[Data extracted from a collection]
——
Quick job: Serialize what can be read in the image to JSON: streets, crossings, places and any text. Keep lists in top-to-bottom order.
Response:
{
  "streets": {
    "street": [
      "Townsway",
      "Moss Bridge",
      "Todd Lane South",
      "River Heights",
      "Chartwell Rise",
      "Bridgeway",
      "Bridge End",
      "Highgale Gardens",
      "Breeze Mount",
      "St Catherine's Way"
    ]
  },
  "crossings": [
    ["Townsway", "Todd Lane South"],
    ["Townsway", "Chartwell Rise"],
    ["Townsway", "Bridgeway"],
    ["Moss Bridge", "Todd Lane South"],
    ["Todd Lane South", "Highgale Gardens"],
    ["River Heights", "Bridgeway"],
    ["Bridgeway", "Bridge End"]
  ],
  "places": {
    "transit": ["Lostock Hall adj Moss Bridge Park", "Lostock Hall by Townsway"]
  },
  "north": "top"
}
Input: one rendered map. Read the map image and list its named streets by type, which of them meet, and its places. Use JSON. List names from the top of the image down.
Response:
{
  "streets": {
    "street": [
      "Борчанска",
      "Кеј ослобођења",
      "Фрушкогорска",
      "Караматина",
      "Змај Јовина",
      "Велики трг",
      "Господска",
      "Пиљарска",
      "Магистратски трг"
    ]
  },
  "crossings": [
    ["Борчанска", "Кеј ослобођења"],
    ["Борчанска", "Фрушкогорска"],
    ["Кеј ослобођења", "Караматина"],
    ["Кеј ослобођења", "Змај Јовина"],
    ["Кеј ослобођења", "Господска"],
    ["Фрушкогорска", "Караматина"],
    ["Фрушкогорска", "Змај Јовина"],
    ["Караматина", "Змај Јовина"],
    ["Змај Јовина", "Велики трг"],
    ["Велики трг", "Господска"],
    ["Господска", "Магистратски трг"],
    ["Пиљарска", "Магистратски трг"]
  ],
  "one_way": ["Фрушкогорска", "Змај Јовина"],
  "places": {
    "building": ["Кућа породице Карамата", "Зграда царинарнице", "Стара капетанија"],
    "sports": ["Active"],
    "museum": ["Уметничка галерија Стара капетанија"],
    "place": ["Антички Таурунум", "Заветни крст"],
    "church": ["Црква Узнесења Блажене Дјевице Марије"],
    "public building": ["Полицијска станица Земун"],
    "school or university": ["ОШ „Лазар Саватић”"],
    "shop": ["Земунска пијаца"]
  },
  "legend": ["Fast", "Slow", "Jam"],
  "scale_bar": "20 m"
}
——
◆ Exercise goal ◆
Identify all lines in the records above with the word "Борчанска".

◆ Task output ◆
      "Борчанска",
    ["Борчанска", "Кеј ослобођења"],
    ["Борчанска", "Фрушкогорска"],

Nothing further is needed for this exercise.